**TASK:** Lines of the records that hold the word "markers" are to be counted; give the number and nothing more.

**MATERIAL FOR THIS TASK:**
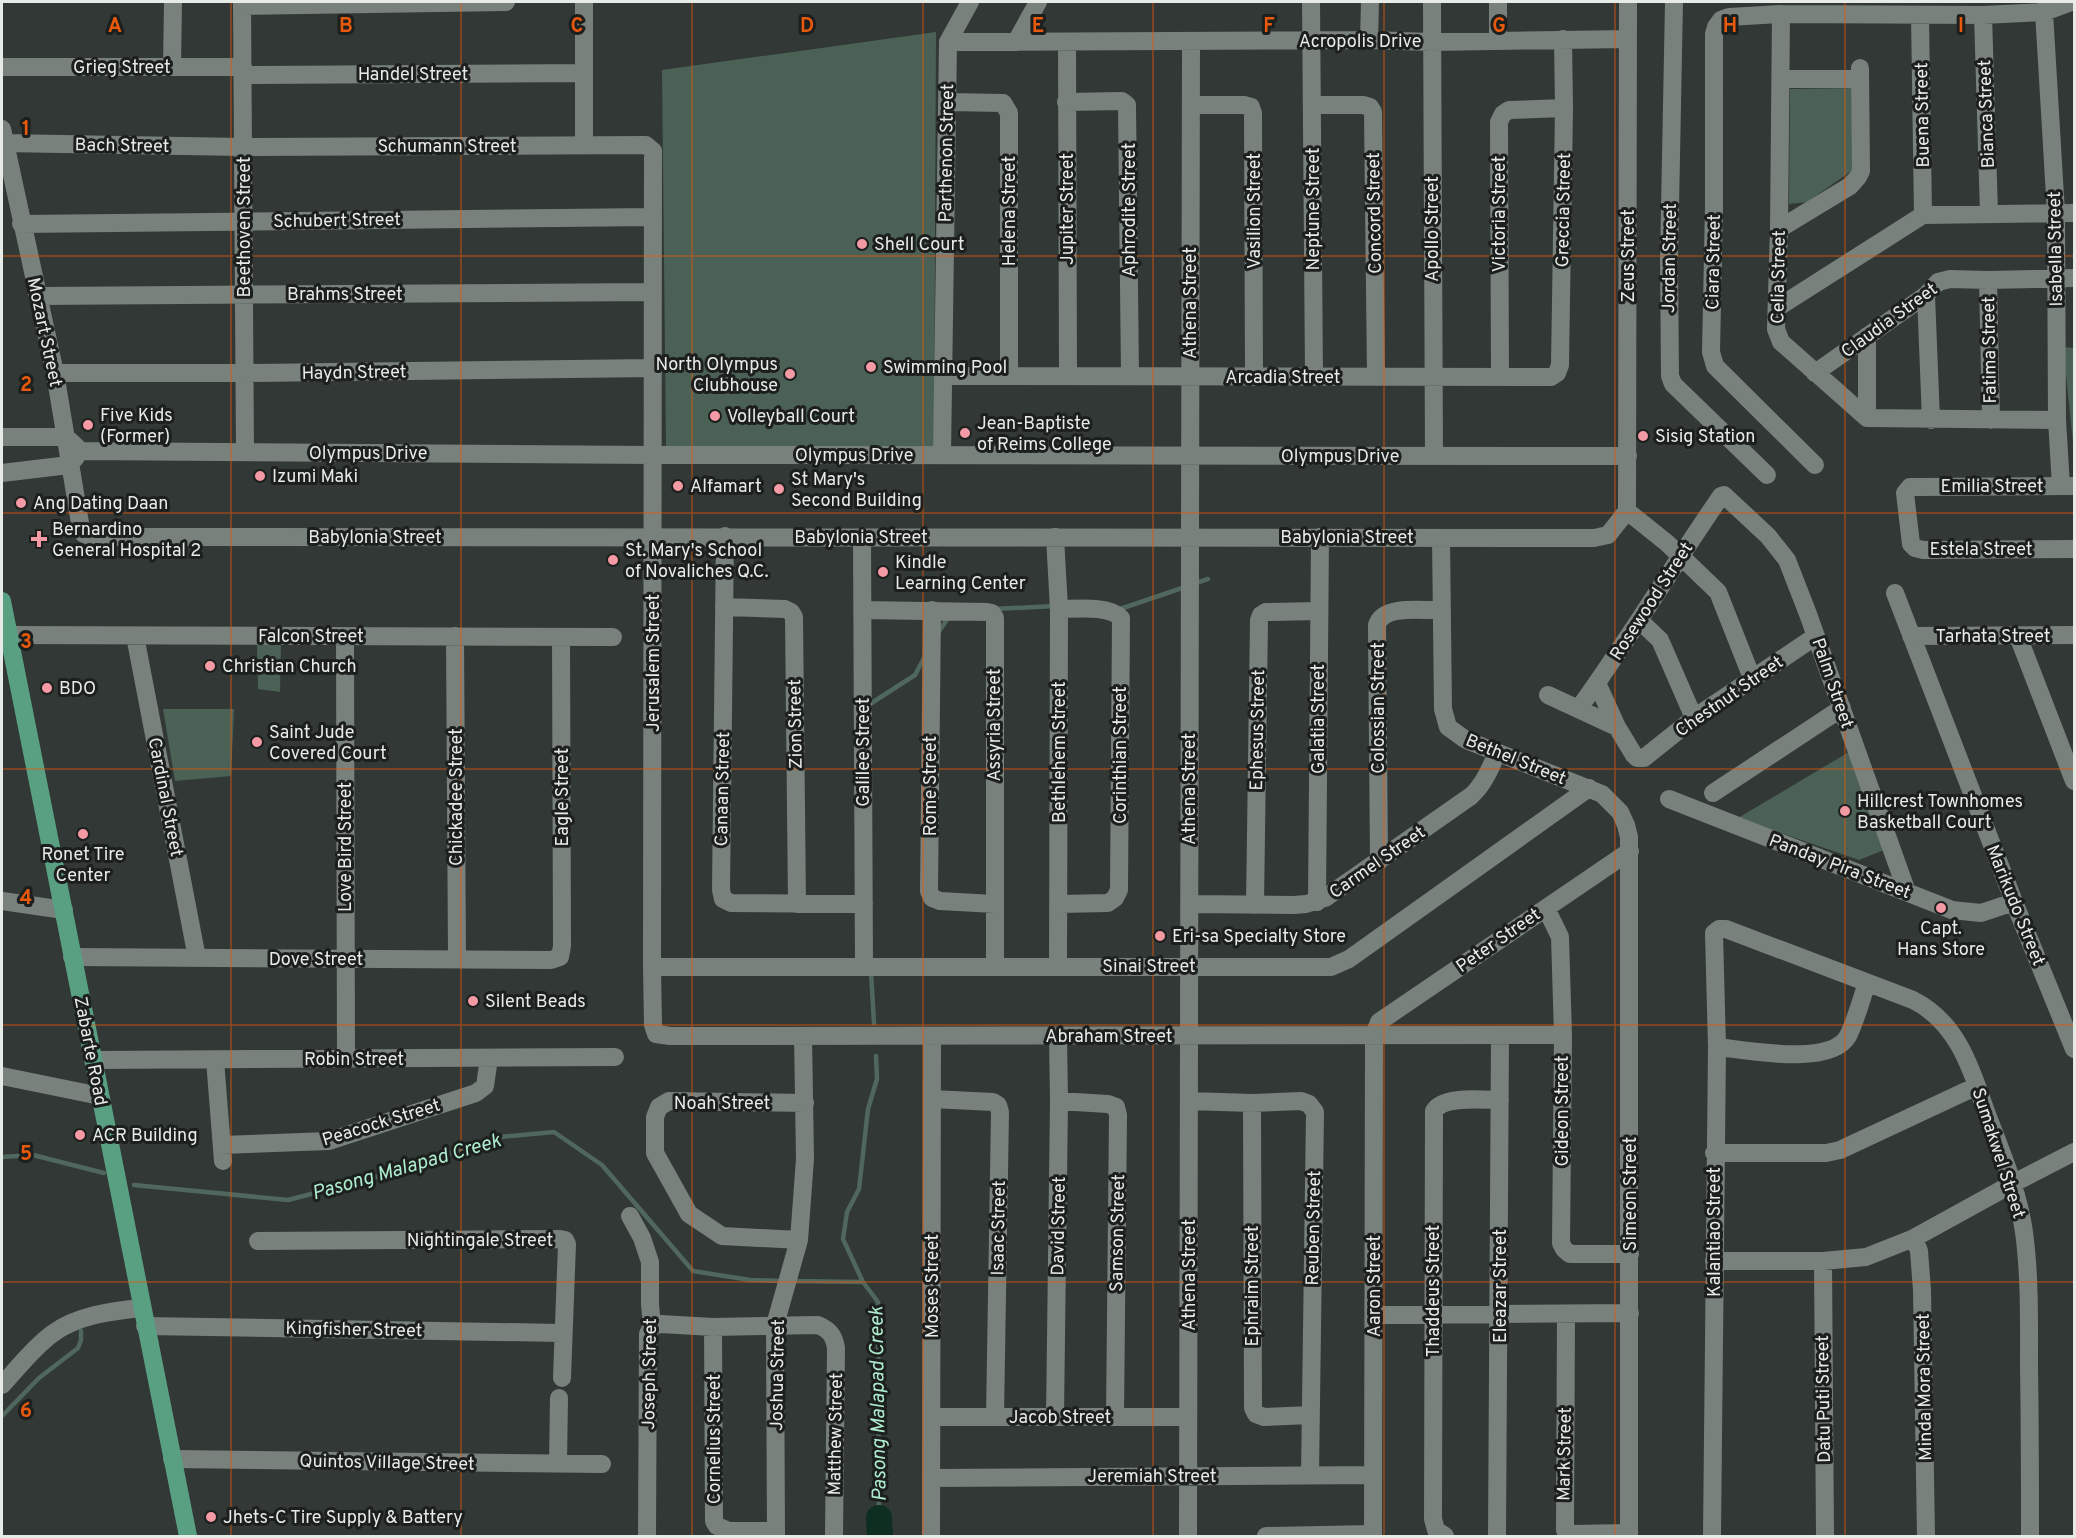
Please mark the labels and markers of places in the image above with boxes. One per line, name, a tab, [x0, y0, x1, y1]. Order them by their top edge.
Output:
place label: Shell Court	[874, 234, 965, 257]
marker: Shell Court	[855, 237, 869, 251]
place label: North Olympus Clubhouse	[655, 354, 778, 398]
place label: Swimming Pool	[883, 357, 1007, 380]
marker: Swimming Pool	[864, 360, 878, 374]
marker: North Olympus Clubhouse	[783, 367, 797, 381]
place label: Five Kids (Former)	[100, 405, 173, 449]
place label: Volleyball Court	[727, 406, 855, 429]
marker: Volleyball Court	[708, 409, 722, 423]
place label: Jean-Baptiste of Reims College	[977, 413, 1112, 457]
marker: Five Kids (Former)	[81, 418, 95, 432]
marker: Jean-Baptiste of Reims College	[958, 426, 972, 440]
place label: Sisig Station	[1655, 426, 1755, 449]
marker: Sisig Station	[1636, 429, 1650, 443]
place label: Izumi Maki	[272, 466, 358, 489]
marker: Izumi Maki	[253, 469, 267, 483]
place label: St Mary's Second Building	[791, 469, 922, 513]
place label: Alfamart	[690, 476, 762, 499]
marker: Alfamart	[671, 479, 685, 493]
marker: St Mary's Second Building	[772, 482, 786, 496]
place label: Ang Dating Daan	[33, 493, 168, 516]
marker: Ang Dating Daan	[14, 496, 28, 510]
place label: Bernardino General Hospital 2	[52, 519, 201, 563]
marker: Bernardino General Hospital 2	[30, 530, 48, 548]
place label: St. Mary's School of Novaliches Q.C.	[625, 540, 769, 584]
place label: Kindle Learning Center	[895, 552, 1026, 596]
marker: St. Mary's School of Novaliches Q.C.	[606, 553, 620, 567]
marker: Kindle Learning Center	[876, 565, 890, 579]
place label: Christian Church	[222, 656, 357, 679]
marker: Christian Church	[203, 659, 217, 673]
place label: BDO	[59, 678, 96, 701]
marker: BDO	[40, 681, 54, 695]
place label: Saint Jude Covered Court	[269, 722, 387, 766]
marker: Saint Jude Covered Court	[250, 735, 264, 749]
place label: Hillcrest Townhomes Basketball Court	[1857, 791, 2023, 835]
marker: Hillcrest Townhomes Basketball Court	[1838, 804, 1852, 818]
marker: Ronet Tire Center	[76, 827, 90, 841]
place label: Ronet Tire Center	[42, 844, 125, 888]
marker: Capt. Hans Store	[1934, 901, 1948, 915]
place label: Capt. Hans Store	[1897, 918, 1985, 962]
place label: Eri-sa Specialty Store	[1172, 926, 1346, 949]
marker: Eri-sa Specialty Store	[1153, 929, 1167, 943]
place label: Silent Beads	[485, 991, 586, 1014]
marker: Silent Beads	[466, 994, 480, 1008]
place label: ACR Building	[92, 1125, 198, 1148]
marker: ACR Building	[73, 1128, 87, 1142]
place label: Jhets-C Tire Supply & Battery	[223, 1507, 463, 1530]
marker: Jhets-C Tire Supply & Battery	[204, 1510, 218, 1524]

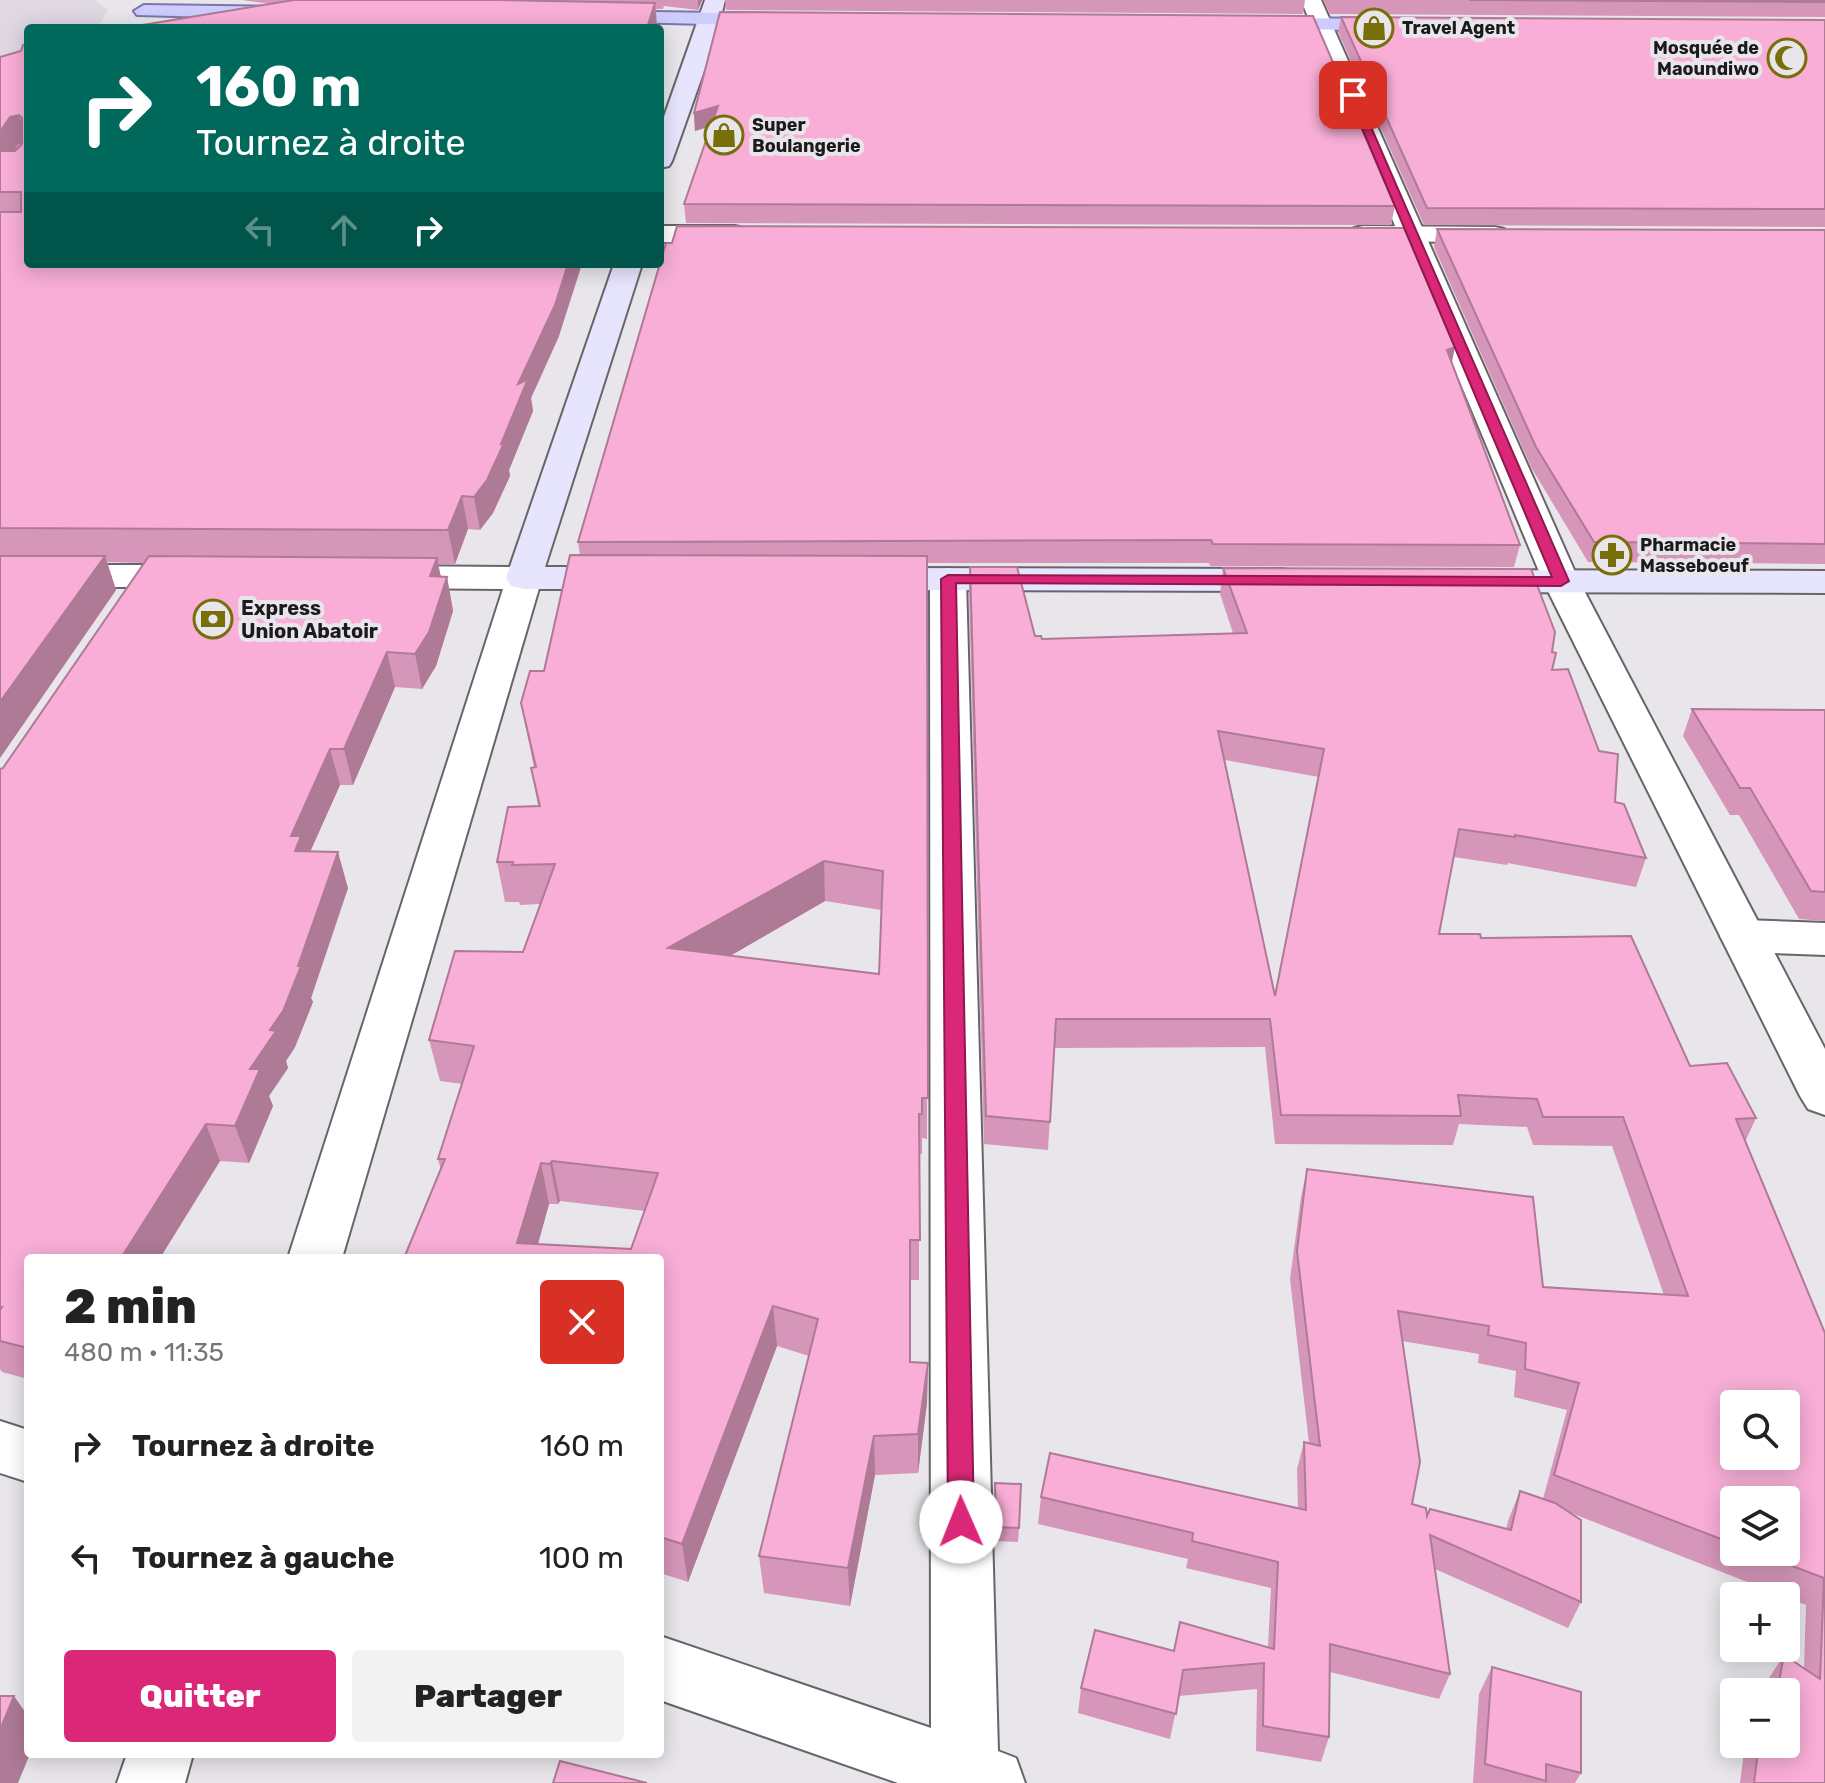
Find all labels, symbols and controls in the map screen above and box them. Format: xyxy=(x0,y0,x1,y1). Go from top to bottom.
shop icon: Travel Agent xyxy=(1353,7,1395,49)
place label: Travel Agent xyxy=(1402,17,1515,39)
place label: Mosquée de Maoundiwo xyxy=(1653,37,1759,80)
mosque icon: Mosquée de Maoundiwo xyxy=(1766,37,1808,79)
text: 160 m xyxy=(196,54,362,120)
icon: right xyxy=(64,56,168,160)
pin xyxy=(1319,61,1387,129)
icon: arrive xyxy=(1331,73,1375,117)
shop icon: Super Boulangerie xyxy=(703,114,745,156)
place label: Super Boulangerie xyxy=(752,114,861,157)
text: Tournez à droite xyxy=(196,121,466,164)
icon: left xyxy=(238,208,282,252)
icon: ahead xyxy=(322,208,366,252)
icon: right xyxy=(406,208,450,252)
pharmacy icon: Pharmacie Masseboeuf xyxy=(1591,534,1633,576)
place label: Pharmacie Masseboeuf xyxy=(1640,534,1749,577)
place label: Express Union Abatoir xyxy=(241,596,378,643)
bank icon: Express Union Abatoir xyxy=(192,598,234,640)
text: 2 min xyxy=(64,1278,197,1335)
button: close xyxy=(540,1280,624,1364)
text: 480 m · 11:35 xyxy=(64,1337,224,1368)
map controls xyxy=(1720,1390,1800,1758)
button: search xyxy=(1720,1390,1800,1470)
icon: right xyxy=(64,1424,108,1468)
text: Tournez à droite xyxy=(132,1428,375,1464)
text: 160 m xyxy=(540,1428,624,1464)
position arrow xyxy=(919,1480,1003,1564)
button: layers xyxy=(1720,1486,1800,1566)
icon: left xyxy=(64,1536,108,1580)
text: Tournez à gauche xyxy=(132,1540,395,1576)
text: 100 m xyxy=(539,1540,624,1576)
button: + xyxy=(1720,1582,1800,1662)
button: Quitter xyxy=(64,1650,336,1742)
button: Partager xyxy=(352,1650,624,1742)
button: − xyxy=(1720,1678,1800,1758)

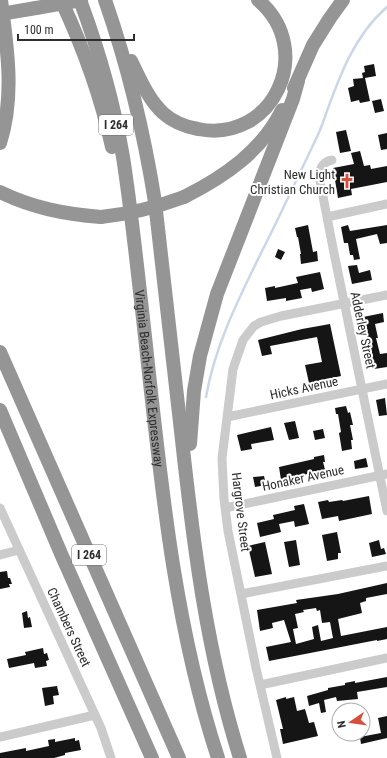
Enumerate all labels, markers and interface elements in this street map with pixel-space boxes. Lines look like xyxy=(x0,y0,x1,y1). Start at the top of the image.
scale bar xyxy=(18,16,134,42)
text: 100 m xyxy=(24,23,54,37)
road number: I 264 xyxy=(99,115,133,135)
place label: New Light Christian Church xyxy=(250,167,335,197)
church icon: New Light Christian Church xyxy=(338,172,356,190)
street label: Virginia Beach-Norfolk Expressway xyxy=(132,289,167,469)
street label: Adderley Street xyxy=(348,290,379,370)
street label: Hicks Avenue xyxy=(269,373,339,403)
street label: Honaker Avenue xyxy=(261,462,345,494)
street label: Hargrove Street xyxy=(229,471,253,553)
road number: I 264 xyxy=(72,545,106,565)
street label: Chambers Street xyxy=(44,585,94,669)
north arrow xyxy=(331,702,371,742)
text: N xyxy=(335,719,349,729)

**RESPONSE TO THE EXERCISE:** 2